Stored data entries
┄┄┄┄┄┄┄┄┄┄

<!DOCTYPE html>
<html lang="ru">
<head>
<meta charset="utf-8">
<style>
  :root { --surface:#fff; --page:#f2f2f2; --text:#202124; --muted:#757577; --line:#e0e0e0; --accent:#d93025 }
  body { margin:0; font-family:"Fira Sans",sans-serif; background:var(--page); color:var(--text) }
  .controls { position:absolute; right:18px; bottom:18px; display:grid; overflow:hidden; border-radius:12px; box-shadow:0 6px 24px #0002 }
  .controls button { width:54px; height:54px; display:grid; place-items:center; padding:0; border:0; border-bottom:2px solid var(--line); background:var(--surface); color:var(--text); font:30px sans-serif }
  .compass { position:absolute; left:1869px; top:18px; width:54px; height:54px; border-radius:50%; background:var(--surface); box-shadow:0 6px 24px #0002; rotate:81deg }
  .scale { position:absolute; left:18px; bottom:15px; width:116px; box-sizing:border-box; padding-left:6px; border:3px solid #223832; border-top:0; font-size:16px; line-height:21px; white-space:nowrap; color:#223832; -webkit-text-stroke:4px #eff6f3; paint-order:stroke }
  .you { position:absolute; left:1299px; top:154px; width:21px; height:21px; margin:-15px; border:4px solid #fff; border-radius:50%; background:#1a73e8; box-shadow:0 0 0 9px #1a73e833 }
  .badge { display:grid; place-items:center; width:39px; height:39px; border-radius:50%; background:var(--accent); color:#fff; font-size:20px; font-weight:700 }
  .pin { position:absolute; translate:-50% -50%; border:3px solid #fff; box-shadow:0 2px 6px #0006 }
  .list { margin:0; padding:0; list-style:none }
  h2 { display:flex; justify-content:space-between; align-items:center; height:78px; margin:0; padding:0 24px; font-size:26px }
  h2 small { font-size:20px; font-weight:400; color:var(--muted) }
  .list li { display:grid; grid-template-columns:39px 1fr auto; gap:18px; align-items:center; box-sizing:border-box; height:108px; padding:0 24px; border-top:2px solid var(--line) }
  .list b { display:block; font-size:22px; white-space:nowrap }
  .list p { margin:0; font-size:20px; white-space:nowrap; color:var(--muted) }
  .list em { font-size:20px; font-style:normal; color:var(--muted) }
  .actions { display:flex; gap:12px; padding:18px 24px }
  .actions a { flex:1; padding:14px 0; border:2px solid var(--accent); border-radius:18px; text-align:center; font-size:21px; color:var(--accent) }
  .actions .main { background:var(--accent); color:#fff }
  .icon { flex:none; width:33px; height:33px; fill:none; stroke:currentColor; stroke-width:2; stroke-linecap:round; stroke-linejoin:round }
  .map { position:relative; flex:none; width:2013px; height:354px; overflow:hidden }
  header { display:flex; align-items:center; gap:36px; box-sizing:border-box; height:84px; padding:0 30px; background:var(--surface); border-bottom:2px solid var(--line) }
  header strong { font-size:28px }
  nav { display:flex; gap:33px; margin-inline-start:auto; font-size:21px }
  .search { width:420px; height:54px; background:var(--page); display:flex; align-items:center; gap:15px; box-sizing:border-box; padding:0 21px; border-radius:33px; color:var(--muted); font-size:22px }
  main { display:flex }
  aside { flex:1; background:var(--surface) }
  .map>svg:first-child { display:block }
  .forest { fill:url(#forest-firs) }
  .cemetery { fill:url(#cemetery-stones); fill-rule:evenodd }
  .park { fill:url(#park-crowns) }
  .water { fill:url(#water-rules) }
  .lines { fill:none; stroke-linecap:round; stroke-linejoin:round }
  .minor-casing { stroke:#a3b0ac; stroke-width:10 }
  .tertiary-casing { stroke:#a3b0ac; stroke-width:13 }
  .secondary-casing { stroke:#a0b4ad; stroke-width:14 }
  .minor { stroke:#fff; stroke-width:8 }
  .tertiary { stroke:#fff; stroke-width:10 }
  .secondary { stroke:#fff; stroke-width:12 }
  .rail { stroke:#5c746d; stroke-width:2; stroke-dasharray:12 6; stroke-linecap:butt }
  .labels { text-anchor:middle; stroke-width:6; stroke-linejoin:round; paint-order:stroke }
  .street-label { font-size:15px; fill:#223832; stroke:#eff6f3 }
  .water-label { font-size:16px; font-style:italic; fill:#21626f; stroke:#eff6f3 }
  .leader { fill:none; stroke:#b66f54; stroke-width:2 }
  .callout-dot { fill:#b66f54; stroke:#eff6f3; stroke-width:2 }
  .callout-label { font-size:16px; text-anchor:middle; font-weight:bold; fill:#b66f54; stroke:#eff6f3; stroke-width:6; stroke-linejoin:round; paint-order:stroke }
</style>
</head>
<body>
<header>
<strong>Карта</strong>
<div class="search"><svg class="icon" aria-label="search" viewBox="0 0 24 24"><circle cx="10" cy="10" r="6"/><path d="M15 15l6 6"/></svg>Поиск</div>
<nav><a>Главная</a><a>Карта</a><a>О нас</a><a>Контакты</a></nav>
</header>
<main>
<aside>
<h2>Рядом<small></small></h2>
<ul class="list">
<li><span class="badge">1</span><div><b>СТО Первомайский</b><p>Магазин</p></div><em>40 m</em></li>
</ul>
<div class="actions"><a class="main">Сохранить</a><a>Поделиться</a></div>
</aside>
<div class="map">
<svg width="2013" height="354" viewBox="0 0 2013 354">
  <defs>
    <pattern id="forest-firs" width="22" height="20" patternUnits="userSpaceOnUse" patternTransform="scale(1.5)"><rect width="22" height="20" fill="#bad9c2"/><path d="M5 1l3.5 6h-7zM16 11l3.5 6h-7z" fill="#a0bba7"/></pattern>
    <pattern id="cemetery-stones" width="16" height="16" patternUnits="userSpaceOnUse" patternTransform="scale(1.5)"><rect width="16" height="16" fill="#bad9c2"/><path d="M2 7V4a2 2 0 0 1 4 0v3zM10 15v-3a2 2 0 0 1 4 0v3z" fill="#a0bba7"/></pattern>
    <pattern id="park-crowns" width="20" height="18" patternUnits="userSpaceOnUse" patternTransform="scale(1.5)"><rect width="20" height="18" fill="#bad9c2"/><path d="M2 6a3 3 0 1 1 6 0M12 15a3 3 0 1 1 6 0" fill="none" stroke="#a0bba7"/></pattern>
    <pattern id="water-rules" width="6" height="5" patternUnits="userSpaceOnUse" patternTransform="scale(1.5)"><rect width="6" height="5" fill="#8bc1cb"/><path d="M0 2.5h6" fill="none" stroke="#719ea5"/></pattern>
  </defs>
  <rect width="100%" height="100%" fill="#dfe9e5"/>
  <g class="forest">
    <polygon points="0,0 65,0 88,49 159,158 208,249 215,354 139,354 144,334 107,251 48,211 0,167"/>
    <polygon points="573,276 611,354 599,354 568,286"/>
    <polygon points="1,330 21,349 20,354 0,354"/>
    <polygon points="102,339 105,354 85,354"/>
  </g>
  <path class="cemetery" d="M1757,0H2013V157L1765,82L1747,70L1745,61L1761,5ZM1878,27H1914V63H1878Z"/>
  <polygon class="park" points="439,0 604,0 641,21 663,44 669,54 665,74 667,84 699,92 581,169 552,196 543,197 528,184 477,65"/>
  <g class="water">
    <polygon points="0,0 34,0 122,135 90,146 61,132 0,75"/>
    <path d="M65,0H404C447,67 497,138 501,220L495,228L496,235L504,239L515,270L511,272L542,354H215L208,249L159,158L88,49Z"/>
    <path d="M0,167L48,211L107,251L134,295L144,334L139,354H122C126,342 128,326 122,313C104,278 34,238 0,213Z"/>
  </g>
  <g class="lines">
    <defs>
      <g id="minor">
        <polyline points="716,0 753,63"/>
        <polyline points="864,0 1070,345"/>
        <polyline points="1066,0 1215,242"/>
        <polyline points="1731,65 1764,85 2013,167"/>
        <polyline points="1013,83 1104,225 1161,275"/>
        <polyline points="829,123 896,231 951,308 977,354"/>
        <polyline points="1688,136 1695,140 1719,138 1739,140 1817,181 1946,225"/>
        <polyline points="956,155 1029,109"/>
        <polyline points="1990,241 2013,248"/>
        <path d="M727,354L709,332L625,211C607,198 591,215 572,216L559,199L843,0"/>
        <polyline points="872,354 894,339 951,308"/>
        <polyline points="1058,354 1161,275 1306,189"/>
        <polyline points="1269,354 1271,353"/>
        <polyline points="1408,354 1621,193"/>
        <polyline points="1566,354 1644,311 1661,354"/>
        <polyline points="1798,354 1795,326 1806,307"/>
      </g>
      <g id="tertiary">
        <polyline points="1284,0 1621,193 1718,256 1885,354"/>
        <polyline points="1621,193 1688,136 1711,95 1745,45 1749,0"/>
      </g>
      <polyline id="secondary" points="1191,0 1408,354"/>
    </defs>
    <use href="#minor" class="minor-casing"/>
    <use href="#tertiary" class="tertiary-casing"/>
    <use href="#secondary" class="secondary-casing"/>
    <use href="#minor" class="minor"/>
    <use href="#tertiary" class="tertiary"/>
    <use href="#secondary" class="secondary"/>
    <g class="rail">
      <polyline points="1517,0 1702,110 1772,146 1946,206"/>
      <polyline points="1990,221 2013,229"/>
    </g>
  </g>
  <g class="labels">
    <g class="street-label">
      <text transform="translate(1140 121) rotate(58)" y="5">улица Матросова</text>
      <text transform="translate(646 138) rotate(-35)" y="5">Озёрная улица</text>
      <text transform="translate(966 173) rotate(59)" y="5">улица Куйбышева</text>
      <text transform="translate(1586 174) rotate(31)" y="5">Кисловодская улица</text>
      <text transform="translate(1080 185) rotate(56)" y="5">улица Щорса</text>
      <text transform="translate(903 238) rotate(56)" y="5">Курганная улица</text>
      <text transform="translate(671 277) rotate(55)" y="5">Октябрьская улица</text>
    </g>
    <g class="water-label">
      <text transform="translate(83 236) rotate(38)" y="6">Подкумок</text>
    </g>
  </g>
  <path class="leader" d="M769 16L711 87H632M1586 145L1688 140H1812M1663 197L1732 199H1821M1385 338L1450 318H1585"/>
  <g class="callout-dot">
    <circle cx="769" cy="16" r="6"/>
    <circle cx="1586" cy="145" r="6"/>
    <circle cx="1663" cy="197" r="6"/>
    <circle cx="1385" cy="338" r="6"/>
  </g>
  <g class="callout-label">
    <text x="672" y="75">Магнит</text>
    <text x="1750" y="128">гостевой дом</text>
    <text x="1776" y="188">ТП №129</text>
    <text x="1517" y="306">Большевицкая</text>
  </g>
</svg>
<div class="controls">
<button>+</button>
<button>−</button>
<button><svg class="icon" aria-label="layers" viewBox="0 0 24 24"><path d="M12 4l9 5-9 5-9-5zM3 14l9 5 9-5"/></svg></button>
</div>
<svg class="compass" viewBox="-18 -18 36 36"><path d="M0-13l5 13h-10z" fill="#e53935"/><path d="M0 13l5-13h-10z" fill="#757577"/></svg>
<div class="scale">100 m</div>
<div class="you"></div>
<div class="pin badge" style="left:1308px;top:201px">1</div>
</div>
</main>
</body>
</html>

┄┄┄┄┄┄┄┄┄┄

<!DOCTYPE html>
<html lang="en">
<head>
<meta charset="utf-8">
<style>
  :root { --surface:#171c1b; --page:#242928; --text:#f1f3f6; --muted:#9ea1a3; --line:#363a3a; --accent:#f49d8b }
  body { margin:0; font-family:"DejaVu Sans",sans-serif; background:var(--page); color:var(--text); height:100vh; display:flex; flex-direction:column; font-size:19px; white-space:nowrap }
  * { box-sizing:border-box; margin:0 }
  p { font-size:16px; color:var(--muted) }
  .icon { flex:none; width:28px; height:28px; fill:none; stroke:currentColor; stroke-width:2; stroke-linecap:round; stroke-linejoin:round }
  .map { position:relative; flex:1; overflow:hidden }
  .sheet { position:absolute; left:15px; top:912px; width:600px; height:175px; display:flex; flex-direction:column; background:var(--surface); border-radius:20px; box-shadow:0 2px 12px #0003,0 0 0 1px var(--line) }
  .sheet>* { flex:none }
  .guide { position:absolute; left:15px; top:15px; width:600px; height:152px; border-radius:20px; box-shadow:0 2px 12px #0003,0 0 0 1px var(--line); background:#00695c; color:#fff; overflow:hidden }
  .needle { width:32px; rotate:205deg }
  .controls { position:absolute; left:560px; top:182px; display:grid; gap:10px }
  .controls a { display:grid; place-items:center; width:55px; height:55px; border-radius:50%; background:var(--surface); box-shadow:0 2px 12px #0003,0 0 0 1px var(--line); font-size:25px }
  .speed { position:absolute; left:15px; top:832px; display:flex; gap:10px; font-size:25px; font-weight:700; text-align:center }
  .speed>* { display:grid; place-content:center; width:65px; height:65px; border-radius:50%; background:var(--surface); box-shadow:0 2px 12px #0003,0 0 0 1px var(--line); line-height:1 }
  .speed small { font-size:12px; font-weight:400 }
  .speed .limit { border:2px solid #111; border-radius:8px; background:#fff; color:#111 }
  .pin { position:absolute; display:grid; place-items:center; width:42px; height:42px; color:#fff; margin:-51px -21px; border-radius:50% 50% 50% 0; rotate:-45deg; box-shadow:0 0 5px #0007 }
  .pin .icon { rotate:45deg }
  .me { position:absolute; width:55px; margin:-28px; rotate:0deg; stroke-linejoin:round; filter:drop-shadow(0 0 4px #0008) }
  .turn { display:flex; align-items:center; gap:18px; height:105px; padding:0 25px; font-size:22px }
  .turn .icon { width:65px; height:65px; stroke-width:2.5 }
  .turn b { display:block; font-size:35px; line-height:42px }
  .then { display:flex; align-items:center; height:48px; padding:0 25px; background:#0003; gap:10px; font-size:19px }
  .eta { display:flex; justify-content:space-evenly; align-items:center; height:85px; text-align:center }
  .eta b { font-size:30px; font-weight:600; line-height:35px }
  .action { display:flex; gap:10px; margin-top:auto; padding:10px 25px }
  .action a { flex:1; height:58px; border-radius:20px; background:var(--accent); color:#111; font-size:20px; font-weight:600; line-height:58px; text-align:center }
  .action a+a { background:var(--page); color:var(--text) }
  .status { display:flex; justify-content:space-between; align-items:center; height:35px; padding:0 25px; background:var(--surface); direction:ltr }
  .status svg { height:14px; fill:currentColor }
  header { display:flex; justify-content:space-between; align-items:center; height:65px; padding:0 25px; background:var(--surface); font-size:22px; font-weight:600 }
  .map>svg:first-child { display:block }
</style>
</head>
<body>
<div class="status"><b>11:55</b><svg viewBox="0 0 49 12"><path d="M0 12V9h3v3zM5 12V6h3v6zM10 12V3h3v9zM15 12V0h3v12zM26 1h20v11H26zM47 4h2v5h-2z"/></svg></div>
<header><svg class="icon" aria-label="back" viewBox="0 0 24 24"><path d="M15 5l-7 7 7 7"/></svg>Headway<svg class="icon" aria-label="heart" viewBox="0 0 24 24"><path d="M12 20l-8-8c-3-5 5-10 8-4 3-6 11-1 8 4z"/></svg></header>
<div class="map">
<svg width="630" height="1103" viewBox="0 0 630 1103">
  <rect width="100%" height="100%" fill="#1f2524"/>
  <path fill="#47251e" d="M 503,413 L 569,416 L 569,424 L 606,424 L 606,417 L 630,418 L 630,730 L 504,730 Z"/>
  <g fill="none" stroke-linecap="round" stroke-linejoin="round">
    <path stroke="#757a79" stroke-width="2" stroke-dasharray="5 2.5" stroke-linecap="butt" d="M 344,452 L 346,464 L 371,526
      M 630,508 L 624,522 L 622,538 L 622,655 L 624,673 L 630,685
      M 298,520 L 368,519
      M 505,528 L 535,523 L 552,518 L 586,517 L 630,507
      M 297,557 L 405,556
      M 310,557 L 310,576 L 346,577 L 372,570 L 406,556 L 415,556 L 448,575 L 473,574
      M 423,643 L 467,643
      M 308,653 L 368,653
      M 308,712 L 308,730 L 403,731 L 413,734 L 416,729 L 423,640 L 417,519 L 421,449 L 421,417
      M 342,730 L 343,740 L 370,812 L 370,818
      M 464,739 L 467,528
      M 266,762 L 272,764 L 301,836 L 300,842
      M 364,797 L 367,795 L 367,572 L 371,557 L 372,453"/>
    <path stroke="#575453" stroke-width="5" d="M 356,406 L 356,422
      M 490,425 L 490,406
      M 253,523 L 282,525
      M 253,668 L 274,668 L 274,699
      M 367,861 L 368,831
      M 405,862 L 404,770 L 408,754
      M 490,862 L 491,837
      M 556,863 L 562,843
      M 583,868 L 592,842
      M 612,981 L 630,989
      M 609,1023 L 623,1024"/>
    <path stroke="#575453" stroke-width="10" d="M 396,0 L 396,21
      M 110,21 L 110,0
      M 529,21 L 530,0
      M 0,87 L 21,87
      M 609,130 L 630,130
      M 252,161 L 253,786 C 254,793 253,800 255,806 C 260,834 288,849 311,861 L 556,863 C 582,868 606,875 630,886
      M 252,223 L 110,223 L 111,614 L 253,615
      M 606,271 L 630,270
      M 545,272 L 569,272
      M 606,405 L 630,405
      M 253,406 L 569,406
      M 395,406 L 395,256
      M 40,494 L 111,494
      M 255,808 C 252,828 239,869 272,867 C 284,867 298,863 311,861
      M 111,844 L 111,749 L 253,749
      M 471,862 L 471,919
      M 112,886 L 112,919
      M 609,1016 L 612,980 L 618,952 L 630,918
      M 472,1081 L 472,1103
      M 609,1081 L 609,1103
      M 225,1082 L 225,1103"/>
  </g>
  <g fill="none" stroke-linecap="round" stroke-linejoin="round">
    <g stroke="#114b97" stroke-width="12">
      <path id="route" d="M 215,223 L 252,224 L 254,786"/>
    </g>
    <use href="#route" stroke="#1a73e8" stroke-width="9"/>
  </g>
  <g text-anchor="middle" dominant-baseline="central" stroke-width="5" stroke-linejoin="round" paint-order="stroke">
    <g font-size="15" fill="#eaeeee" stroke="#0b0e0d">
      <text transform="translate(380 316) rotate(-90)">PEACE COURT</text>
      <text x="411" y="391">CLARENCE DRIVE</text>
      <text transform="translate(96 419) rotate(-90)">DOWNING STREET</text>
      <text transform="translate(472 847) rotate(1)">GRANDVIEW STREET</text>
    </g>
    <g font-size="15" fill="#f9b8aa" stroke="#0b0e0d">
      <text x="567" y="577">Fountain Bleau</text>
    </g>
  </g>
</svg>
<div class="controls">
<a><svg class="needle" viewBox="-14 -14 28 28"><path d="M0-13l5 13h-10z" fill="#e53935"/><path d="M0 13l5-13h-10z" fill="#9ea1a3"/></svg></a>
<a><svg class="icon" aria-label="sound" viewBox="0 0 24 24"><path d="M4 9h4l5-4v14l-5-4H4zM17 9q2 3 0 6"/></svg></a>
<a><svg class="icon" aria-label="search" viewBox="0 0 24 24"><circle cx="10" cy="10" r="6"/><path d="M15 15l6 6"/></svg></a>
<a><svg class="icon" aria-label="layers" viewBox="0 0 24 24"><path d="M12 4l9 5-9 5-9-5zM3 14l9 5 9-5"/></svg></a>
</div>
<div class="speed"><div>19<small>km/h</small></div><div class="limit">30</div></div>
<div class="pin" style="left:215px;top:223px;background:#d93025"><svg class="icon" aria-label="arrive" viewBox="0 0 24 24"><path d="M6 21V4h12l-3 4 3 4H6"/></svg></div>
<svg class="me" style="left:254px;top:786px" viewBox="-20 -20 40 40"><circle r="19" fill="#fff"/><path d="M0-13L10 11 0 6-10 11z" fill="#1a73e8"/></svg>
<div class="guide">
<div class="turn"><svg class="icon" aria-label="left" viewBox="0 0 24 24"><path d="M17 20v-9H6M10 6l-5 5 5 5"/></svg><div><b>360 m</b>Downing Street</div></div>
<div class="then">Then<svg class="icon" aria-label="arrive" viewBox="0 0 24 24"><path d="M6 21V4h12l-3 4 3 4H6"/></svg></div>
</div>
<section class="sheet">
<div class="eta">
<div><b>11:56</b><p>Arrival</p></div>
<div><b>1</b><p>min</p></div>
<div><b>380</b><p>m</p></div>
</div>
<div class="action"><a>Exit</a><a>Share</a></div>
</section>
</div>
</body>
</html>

┄┄┄┄┄┄┄┄┄┄

Every line that contains the string "lines" should be copied from the entries.

» **ANSWER BELOW**:
  .lines { fill:none; stroke-linecap:round; stroke-linejoin:round }
  <g class="lines">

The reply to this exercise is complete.